They say that imitation is the sincerest form of flattery. Over the past couple of centuries, humans have been looking to animals as forms of inspiration, and believe it or not, they have shaped the modern engineering world as we know it. Here are several examples of biomimicry that make the world look how it does today.
It really is no secret that LEDs are more efficient, produce no heat, and are several times brighter than other light bulb types. LED engineers found that the lanterns in a firefly produce asymmetrical projections to release more light. With this knowledge, scientists have created 90% brighter LED bulbs by following the same asymmetrical structure.
Woodpecker Black Boxes
Bashing your mouth against a log 20 times a second would undoubtedly leave you with more than just a headache. However, woodpeckers have mastered the art of repeatedly knocking their beaks against hard bark for centuries. The construction of their craniums allows them to do this without succumbing to brain damage. Engineers have used the same cushioning technology to ensure that black boxes remain intact by absorbing higher amounts of mechanical shock.
Researchers at MIT designed wetsuits that follow the same rubbery pelts of cute sea otters. These fur-like pelts don’t just help sea otters navigate through water like fish, but they also keep them toasty while submerged in frigid waters. They found that every individual strand in an otter’s coat is used to trap pockets of warm air that stay in place as they twist in turn underwater.
Butterfly Anti-Counterfeiting Technology
There are improved ways of busting money counterfeiters thanks to the help of butterflies. Scientists at Simon Fraser University examined the thin wings of the Costa Rican morpho butterfly, which helped lead to the design and production of an anti-counterfeiting stamp. This is a lot more difficult to replicate as opposed to holograms, and it serves a wide range of functions outside of the financial world.

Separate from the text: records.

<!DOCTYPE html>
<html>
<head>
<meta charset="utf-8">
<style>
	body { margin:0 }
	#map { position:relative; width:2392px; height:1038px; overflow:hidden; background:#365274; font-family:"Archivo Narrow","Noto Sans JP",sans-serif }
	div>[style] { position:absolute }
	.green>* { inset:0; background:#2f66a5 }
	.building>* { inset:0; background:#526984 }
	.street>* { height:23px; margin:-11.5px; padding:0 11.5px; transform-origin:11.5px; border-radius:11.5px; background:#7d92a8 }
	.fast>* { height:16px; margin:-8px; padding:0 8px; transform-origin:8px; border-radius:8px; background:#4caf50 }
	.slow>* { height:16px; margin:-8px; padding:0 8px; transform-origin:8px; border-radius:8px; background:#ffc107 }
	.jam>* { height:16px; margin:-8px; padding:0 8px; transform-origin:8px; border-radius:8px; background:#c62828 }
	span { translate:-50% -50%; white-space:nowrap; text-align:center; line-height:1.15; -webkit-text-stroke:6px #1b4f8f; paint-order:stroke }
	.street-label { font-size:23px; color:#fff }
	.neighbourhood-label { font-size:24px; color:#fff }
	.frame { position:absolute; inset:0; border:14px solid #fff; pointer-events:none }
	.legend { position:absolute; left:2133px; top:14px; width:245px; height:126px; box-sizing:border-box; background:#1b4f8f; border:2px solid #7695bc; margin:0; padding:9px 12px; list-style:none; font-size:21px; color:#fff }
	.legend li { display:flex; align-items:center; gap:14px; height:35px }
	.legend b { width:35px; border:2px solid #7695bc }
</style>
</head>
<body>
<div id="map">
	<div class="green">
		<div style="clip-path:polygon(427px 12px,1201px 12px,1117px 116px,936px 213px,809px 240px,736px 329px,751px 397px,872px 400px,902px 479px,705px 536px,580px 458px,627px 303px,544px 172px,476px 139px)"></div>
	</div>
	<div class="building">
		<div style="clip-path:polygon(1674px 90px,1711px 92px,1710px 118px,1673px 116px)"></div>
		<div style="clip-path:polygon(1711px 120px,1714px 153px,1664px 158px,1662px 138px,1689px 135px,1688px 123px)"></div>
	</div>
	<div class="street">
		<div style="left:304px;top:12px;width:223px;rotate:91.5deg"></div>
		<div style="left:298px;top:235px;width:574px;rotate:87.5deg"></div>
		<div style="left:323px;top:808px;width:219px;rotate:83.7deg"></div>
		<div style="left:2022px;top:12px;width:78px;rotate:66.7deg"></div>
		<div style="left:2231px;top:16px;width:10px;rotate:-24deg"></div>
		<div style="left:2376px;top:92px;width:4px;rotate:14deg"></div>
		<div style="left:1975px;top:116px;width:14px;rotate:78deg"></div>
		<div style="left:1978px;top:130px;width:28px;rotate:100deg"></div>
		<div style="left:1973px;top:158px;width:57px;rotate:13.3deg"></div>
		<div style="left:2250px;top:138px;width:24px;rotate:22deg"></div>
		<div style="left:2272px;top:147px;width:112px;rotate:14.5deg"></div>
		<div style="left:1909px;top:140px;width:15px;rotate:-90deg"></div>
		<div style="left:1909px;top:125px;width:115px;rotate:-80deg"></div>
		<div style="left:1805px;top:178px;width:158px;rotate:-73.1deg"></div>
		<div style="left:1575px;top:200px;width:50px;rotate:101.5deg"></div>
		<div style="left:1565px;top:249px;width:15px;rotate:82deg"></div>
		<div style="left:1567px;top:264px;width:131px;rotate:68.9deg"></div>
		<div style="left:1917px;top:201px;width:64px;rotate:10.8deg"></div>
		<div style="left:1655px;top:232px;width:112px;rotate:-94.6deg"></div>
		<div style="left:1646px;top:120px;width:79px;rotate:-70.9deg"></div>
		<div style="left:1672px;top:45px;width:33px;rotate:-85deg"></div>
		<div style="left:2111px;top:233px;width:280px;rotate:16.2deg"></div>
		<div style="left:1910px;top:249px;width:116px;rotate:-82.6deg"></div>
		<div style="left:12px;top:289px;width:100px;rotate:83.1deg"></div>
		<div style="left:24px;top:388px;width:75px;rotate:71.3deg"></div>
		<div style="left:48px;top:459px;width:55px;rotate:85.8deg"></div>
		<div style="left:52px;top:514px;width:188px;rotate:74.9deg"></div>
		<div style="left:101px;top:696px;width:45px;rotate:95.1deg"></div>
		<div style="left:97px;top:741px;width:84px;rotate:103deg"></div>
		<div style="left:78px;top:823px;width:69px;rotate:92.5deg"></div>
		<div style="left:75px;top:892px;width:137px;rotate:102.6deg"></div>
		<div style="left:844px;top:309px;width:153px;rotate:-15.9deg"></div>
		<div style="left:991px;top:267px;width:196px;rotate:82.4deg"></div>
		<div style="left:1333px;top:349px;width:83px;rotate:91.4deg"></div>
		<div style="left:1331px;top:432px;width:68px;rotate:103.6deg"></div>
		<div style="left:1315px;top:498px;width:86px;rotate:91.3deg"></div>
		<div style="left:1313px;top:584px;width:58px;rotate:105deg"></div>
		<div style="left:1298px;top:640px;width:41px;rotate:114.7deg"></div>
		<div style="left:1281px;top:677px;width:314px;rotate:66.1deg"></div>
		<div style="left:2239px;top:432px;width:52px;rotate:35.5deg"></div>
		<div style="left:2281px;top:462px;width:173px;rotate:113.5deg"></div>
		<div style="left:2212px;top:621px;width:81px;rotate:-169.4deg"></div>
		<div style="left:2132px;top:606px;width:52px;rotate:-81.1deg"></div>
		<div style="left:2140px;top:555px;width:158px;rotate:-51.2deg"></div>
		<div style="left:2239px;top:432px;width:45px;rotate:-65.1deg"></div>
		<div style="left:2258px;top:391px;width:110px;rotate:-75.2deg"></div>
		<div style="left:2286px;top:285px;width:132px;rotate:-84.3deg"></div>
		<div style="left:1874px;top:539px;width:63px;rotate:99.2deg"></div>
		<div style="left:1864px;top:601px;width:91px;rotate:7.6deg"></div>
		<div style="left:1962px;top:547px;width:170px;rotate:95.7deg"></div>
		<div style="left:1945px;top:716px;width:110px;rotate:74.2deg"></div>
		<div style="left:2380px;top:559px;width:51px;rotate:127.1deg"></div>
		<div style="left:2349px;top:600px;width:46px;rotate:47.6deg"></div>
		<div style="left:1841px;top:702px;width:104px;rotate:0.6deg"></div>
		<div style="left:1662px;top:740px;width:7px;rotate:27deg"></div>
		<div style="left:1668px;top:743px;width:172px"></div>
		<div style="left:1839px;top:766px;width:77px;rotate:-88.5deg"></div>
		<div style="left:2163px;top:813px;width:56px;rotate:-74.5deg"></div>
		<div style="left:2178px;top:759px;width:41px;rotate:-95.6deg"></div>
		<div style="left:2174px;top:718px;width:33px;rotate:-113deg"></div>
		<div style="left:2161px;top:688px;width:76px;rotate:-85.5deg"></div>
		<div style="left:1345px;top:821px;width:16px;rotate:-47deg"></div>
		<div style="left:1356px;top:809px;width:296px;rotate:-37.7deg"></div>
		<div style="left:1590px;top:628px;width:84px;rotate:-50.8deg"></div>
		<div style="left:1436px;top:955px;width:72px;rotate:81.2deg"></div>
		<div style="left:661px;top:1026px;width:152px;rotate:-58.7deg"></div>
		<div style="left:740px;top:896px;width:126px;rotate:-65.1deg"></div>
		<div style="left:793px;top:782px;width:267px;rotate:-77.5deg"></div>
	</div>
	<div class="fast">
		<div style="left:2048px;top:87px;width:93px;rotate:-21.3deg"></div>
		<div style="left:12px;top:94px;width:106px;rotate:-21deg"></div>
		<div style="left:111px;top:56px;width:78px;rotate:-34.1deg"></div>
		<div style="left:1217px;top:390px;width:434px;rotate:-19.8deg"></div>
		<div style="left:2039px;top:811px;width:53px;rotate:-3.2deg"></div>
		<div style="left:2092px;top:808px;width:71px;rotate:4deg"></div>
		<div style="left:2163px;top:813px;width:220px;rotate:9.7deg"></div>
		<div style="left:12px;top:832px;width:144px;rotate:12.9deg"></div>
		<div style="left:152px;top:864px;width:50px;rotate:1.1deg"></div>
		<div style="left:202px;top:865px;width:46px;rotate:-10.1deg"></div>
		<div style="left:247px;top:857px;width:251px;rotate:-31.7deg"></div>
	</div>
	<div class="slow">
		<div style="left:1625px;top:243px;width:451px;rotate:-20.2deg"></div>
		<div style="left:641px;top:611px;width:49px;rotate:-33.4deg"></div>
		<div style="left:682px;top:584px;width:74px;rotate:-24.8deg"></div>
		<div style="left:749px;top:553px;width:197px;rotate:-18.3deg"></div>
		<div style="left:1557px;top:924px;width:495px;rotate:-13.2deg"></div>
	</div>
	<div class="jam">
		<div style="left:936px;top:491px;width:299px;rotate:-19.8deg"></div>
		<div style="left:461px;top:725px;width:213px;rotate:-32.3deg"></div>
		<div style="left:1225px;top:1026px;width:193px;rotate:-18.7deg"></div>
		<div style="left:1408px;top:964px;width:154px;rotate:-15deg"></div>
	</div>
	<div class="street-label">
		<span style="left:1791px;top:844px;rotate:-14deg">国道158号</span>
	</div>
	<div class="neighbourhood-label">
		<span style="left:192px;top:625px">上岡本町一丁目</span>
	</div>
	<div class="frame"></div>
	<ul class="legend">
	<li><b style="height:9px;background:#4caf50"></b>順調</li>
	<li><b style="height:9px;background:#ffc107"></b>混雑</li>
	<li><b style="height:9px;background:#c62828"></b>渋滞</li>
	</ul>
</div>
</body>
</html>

The majestic albatross is known for flying far distances while hardly flapping its wings. It utilizes wind and thermals to glide its body across 600 miles every day. MIT researchers are attempting to mimic the flight design of the albatross in order to develop more efficient drones that can fly across large bodies of water without stopping.
Arapaima Fish Body Armor
The US Air Force is looking closely at the bodies of arapaima fish from the Amazon. This slow-moving, torpedo-shaped fish would appear to be easy game for predator fish, but this is hardly ever the case. The arapaima fish has a set of scales unlike any other that it has developed over the course of millions of years. This could potentially help the US Air Force develop sturdier body armor for its pilots to withstand heavy physical trauma.